La sensatez había adoptado una voz firme pero se notaba su preocupación. Sonaba razonable y sincera aunque no iba a servir para nada. No serviría porque no veía más allá. No entendía que mordisquear el padrastro era sólo un síntoma. Que tratar el síntoma sólo enmascara el verdadero problema. Nadie supo identificar cuál era el problema, quizá ni siquiera había uno pero era innegable una causa (aunque fuera imaginaria) que provocaba un malestar. Muy dentro de mí misma, sin saber muy bien por qué, mi verdadero yo había elegido a la impulsividad para llamar la atención, un SOS infantil. Sin duda necesitaba ayuda, pero la sensatez no me la podía proporcionar. Sólo sabe interrumpir el comportamiento delator.
–¿Confías en mí?
–Tenemos los mismos intereses, pero tú no me comprendes.
Como si no hubiera escuchado esta última declaración, contesta –Yo te ayudo. Acuérdate de que cuando te distraes, cuando te tomas unas vacaciones de tu continuo “proceder” o, cuando no estás en permanente estado de alerta y se te olvida, por ejemplo, levantar la costra, la piel que aún regenera, tirar del padrón (como lo llama tu hijo Guille) a mordiscos, presionar con fuerza los molares… las heridas van curando solas hasta desaparecer.
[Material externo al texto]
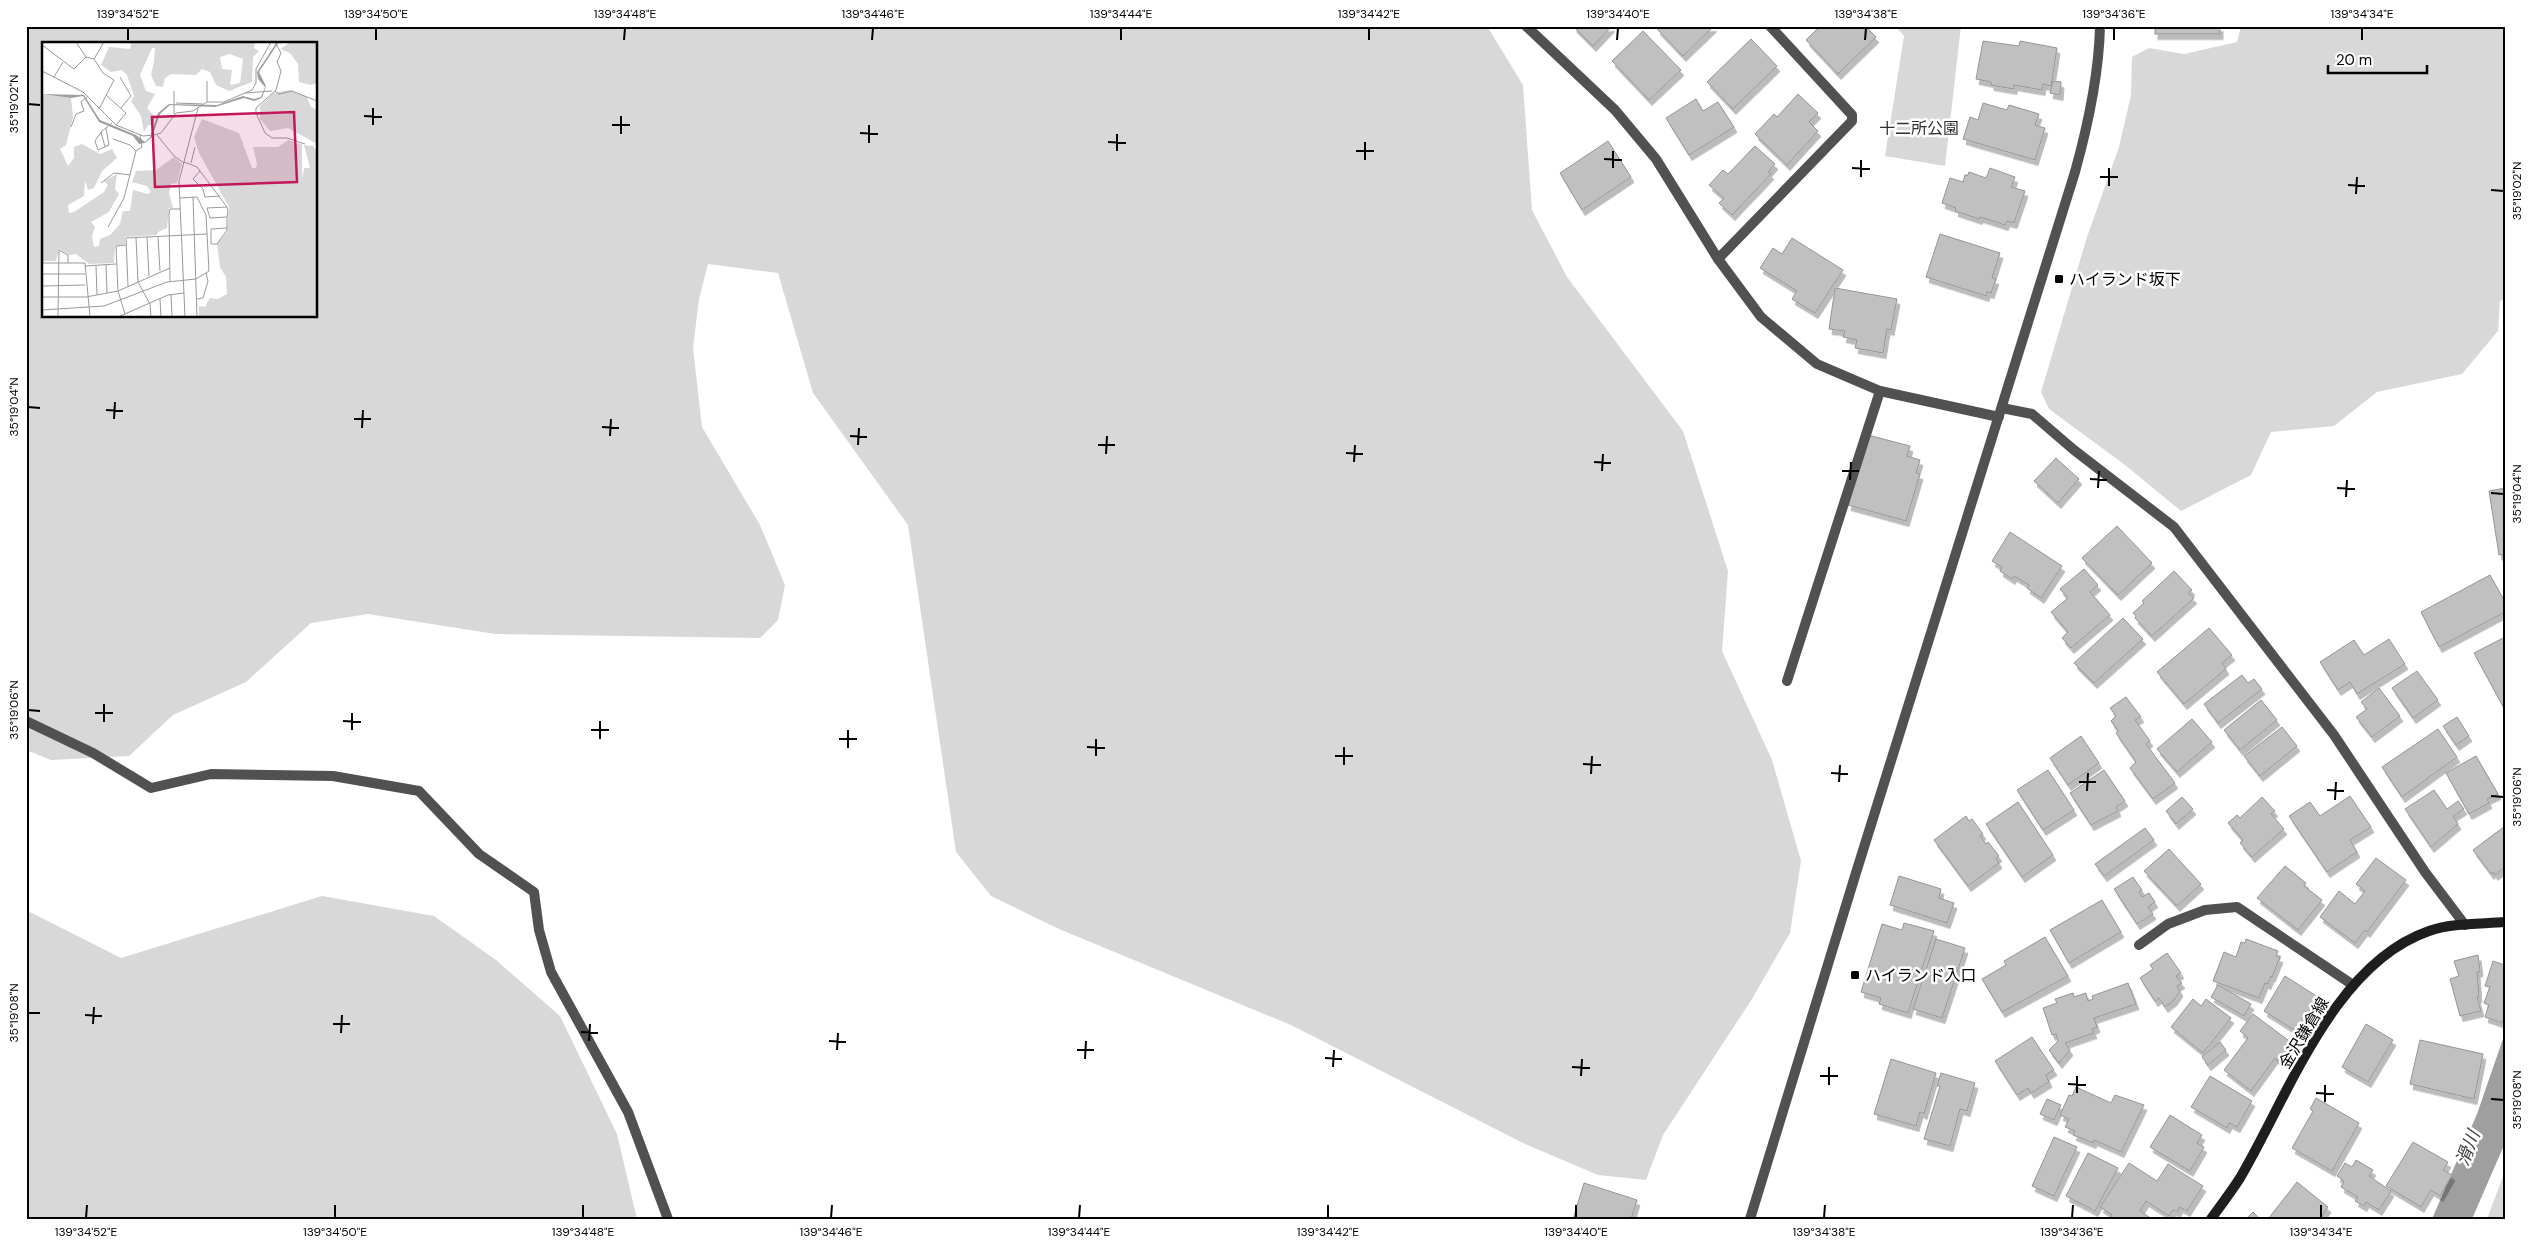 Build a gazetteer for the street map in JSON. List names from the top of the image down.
{
  "streets": {
    "main road": ["金沢鎌倉線"]
  },
  "water": ["滑川"],
  "parks": ["十二所公園"],
  "places": {
    "transit": ["ハイランド坂下", "ハイランド入口"]
  },
  "scale_bar": "20 m",
  "coordinates": [
    "139°34'52\"E",
    "139°34'50\"E",
    "139°34'48\"E",
    "139°34'46\"E",
    "139°34'44\"E",
    "139°34'42\"E",
    "139°34'40\"E",
    "139°34'38\"E",
    "139°34'36\"E",
    "139°34'34\"E",
    "35°19'02\"N",
    "35°19'04\"N",
    "35°19'06\"N",
    "35°19'08\"N"
  ]
}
La impulsividad, desesperada, se mostró dócil y obediente. Necesitaba recibir instrucciones de alguien que se preocupara por ella con amor incondicional, el único tipo de amor que estaba dispuesta a aceptar. Y aunque, en el fondo, sabía que lo que le estaba haciendo falta era otro tipo de consejo se quedó con éste, al menos bienintencionado y honesto. El único a disposición.
–Bueno, suenas razonable, otras veces ha sido así. –dijo con voz más pausada–, pero necesitaríamos un truco de carácter conductual. Por aquí hay mucha inercia.
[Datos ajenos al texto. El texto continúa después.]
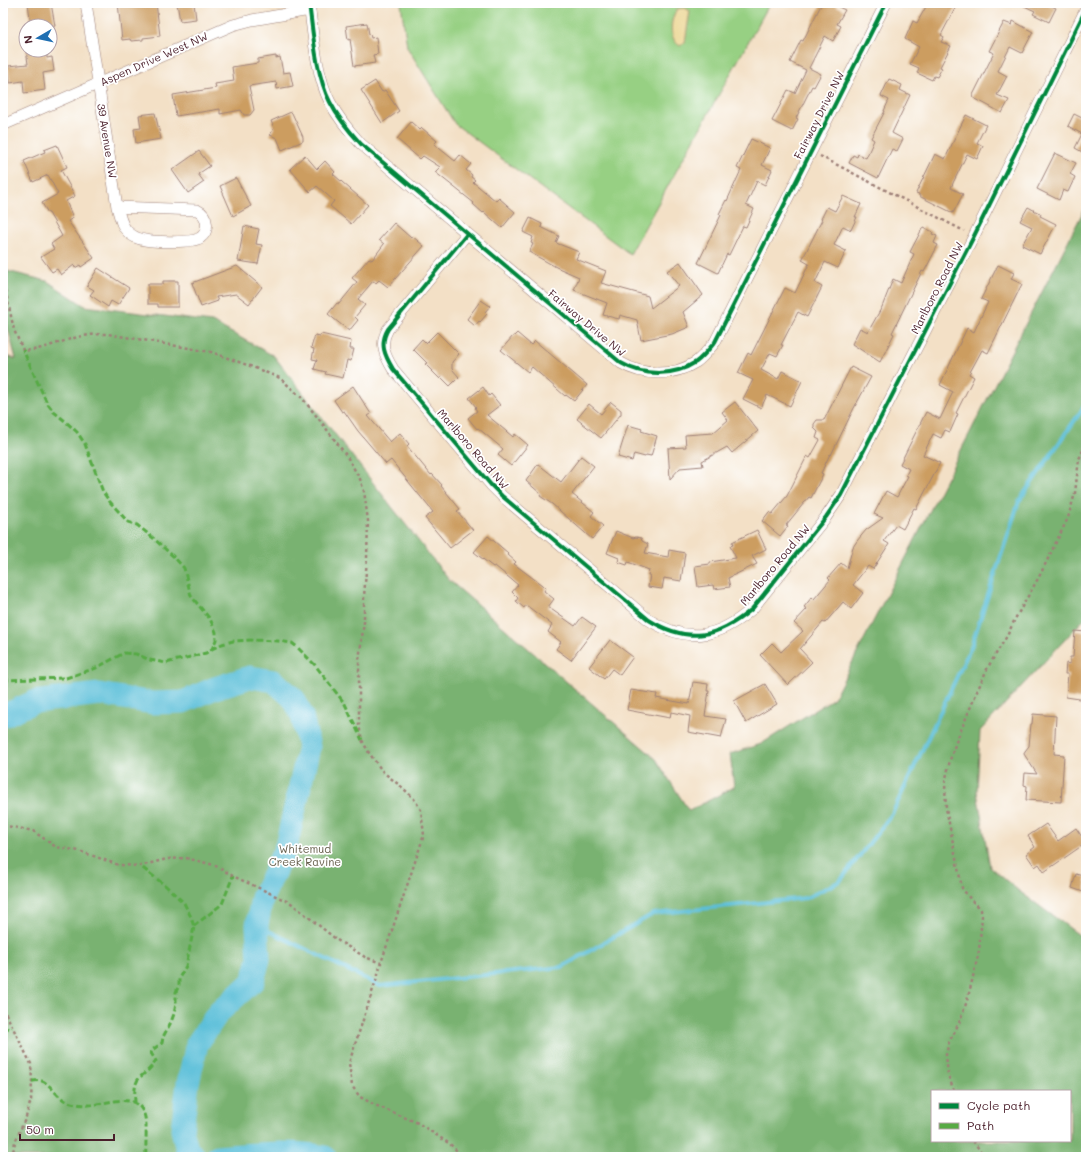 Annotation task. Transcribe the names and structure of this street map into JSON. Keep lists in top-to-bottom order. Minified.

Nada más formular esta declaración y sin solución de continuidad se arrancó de un tirón limpio y definitivo aquel padrastro impertinente y se chupó la sangre con satisfacción al comprobar que la piel que hasta hace un momento sobresalía, por fin había desaparecido.
Estaba lanzando otra llamada de atención que nadie, aún menos la sensatez, había sabido interpretar.
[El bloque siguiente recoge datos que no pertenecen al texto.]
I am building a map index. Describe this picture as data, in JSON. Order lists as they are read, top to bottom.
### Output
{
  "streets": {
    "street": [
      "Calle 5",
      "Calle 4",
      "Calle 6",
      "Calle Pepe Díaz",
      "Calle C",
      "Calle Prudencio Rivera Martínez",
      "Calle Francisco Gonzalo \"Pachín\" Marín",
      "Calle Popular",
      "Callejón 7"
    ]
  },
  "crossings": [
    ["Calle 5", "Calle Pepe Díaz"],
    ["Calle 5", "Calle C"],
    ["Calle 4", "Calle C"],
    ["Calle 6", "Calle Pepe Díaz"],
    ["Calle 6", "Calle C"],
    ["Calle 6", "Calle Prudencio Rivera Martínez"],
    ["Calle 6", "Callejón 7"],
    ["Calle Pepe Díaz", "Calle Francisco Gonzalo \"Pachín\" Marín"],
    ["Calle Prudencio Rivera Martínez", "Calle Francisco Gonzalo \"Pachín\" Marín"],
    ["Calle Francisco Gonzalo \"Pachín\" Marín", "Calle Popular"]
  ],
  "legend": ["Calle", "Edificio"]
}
La sensatez, una vez más, quedó derrotada. Se volvió a plegar sobre sí misma, con esa resignación tan familiar.
Una amnesia a corto plazo la fue desenrollando poco a poco tras apenas tres minutos. Su respiración exhaló un largo eco de cuatro sílabas y volvió a recuperar humor y ánimo. Ve de pronto a la impulsividad y dice ¡Hola!
Se estaba chupando el dedo de la mano izquierda para cortar la hemorragia. Le devuelve el saludo con la otra. Todavía desorientadas, las dos sonríen.
Akrasia vs. enkrateia* Hay literatura al respecto y muchas opiniones encontradas.
Empiezo a pensar que podría ser cierto que seamos un algoritmo. Me pregunto cuál es mi margen de actuación. Yo, que aspiro a ser yo sin mi circunstancia, que no quiero depender de nada, ni de un pasado, ni de un prejuicio, ni quedar atrapada por mi carácter.
Responsabilizarme de mis actos… ¿En nombre de quién debería firmar?